This is The Gift in their third incarnation on their third album. Why the Sea is Salt is both exhilarating and challenging as the band, and audience to a degree, step out of their respective comfort zones. The writing team has expanded, the band play as a far tighter unit and, from the evidence of live performances, they appear happy. In version one, singer Mike Morton and guitarist Leroy James wrote together. After a couple of hiatuses, Leroy has returned to join Stef Dickers (bass), David Lloyd (guitars) and latest recruits Neil Hayman (drums & percussion) from Konchordat and Gabrielle Baldocci (keyboards). For a band that sometimes describe themselves as Symphonic Melodic Rock there is a lot of power in their stage performance.
Six tracks make up the album, just under an hour in total with the longest, All These Things, clocking in at just over twenty minutes; an epic piece, select the beverage of choice, or even take a picnic for that one, but there is much to enjoy.

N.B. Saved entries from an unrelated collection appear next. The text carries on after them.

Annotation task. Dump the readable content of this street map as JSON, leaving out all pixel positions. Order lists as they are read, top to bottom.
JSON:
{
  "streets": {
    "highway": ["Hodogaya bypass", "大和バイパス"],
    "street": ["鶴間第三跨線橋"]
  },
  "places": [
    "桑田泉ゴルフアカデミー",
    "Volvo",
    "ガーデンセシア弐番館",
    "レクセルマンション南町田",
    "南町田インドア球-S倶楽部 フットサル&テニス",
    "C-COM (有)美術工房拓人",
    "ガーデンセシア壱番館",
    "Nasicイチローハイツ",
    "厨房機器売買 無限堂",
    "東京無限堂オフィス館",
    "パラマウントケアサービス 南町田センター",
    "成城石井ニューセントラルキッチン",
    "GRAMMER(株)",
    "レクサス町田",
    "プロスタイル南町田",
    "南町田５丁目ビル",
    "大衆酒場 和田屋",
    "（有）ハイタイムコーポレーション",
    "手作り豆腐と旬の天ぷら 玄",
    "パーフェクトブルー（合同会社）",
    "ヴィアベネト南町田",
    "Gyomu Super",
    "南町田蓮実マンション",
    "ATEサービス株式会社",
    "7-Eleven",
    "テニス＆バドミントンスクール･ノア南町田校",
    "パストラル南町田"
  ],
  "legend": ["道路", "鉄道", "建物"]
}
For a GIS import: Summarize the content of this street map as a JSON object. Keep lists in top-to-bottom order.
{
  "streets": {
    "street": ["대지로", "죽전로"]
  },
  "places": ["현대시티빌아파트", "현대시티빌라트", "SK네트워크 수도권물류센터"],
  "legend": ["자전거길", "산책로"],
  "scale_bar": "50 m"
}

Challenging? The band still acknowledge their roots in seventies progressive music, some give clear nods to that heritage, but overall their efforts are fresh and contemporary. All These Things is almost like a musical history lesson, opening with a simple guitar melody it is almost medieval in structure, simple, and beautiful as Mike Morton sings in choral tones. His voice is pure, the first couple of times I expected the phrase “And a hey, nonny, nonny” but to my relief this did not occur (one for the live act Mike?). With each change the ensemble players address little fragments of musical history to my ears; the keyboards channelling, Banks, Kaye, Wakeman, Lord, Emerson and I suspect many others, a tribute in the best sense of that word rather than a direct copy. The twin guitars complimenting and competing with each other would work as well without the additions, more Hotel Chocolat than Thornton’s. It moves through many changes, and looking at it with a critical eye I do wonder if it could have been more elementally defined, like the passages for Alan Parsons’ Turn of a Friendly Card and the repeating refrain. It is a long piece, it requires your concentration, but I do find the time given is justly rewarded.

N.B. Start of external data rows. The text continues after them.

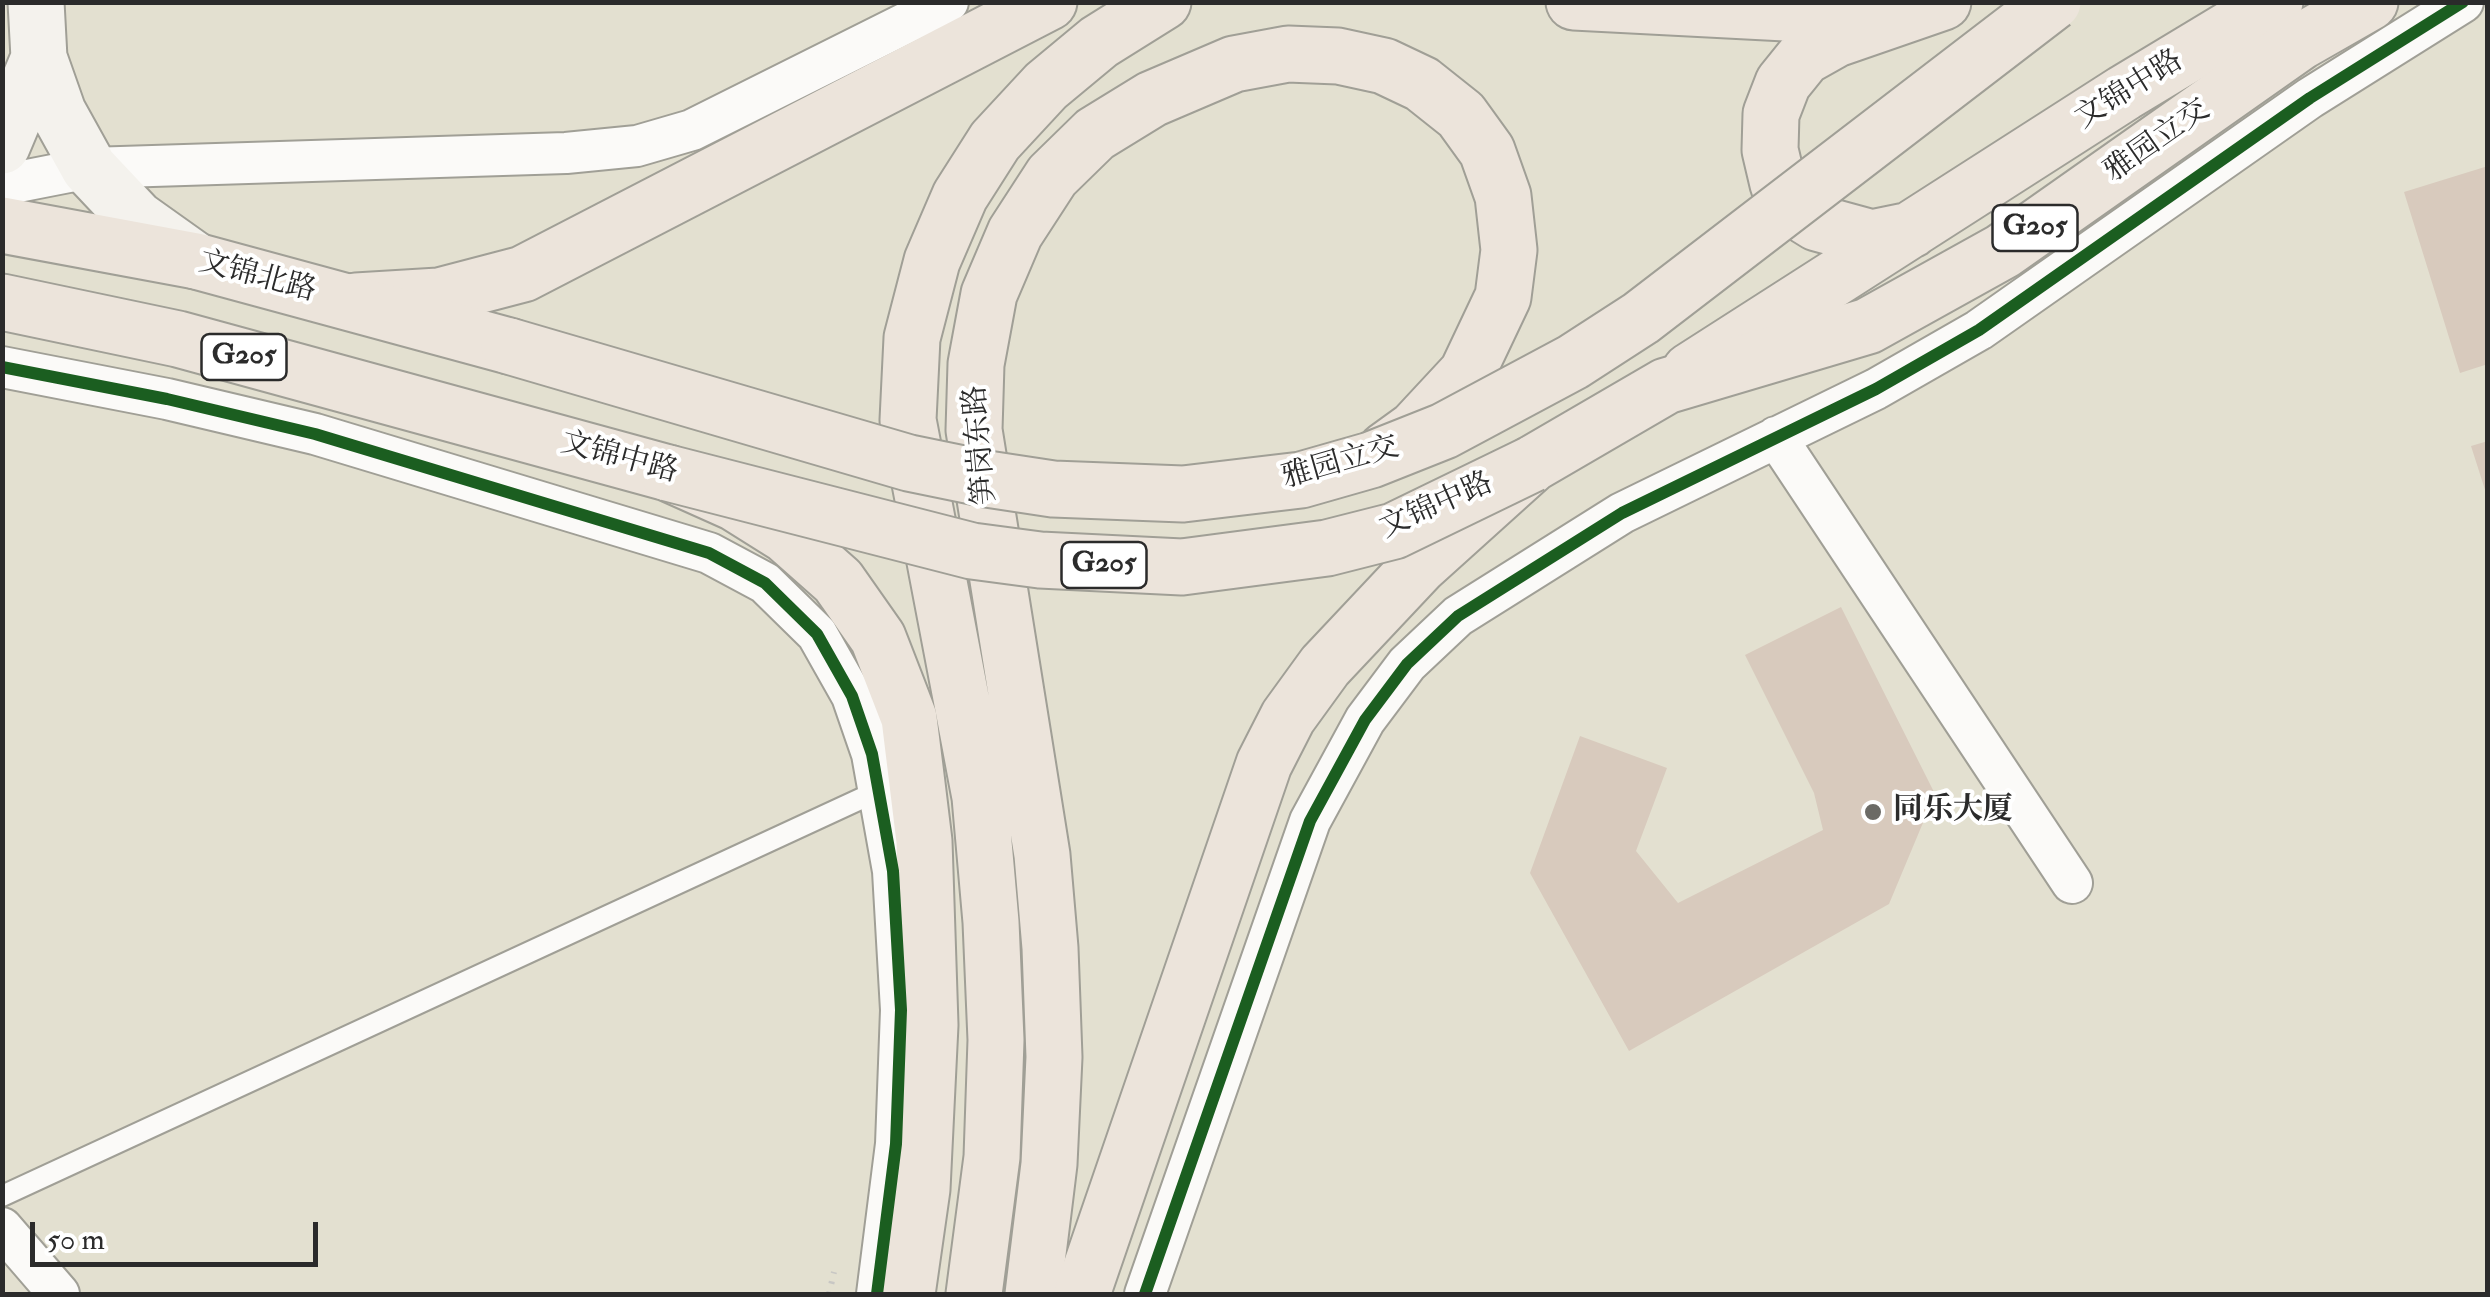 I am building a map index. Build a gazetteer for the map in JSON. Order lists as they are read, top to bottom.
{
  "streets": {
    "main road": [
      "文锦中路",
      "雅园立交",
      "G205",
      "文锦北路",
      "笋岗东路"
    ]
  },
  "crossings": [
    ["文锦中路", "雅园立交"],
    ["雅园立交", "文锦北路"],
    ["雅园立交", "笋岗东路"]
  ],
  "places": ["同乐大厦"],
  "scale_bar": "50 m"
}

The opening motif could have served as a repeating refrain throughout, but, like the Spanish Inquisition, no one expects…there are hand claps which will make some wince, however they work for me. The church organ adds to the historical feel of a track that seems to reflect on our environment and the human impact, and then again about the passage through life and the changes that come upon us. Complicated? Yes, probably. The Gift’s Supper’s Ready? Yes and no. There is some Led Zeppelin, a pinch of Jon Lord from Deep Purple’s Book of Taliesyn, ELP, Neil Hayman providing Phil Collins-like fills – so many reference points. I cannot make a direct comparison, it has its own strengths, melodrama and pathos. I sit back and enjoy listening to the Hackett-isms and Pink Floyd undertones. This is my fifth listen; abandon hope, I am going down with the ship of fools. Fools? Well, it is daring to produce something this long and involving in the attention deficit 21st Century. Is it self-indulgent? No. Is it clever? Ultimately your choice, but I say yes. Does it require toilet breaks? I shall cross my legs so as not to miss anything. Played back through four Tannoy Revolution 1’s and a hefty KEF centre at volume, it works for me. It is a sort of Genesis/Yes/Queen mash up with a touch of the Fab Four plus a smidgen of When the Sour Turns to Sweet. But I have rambled enough and there are five more tracks!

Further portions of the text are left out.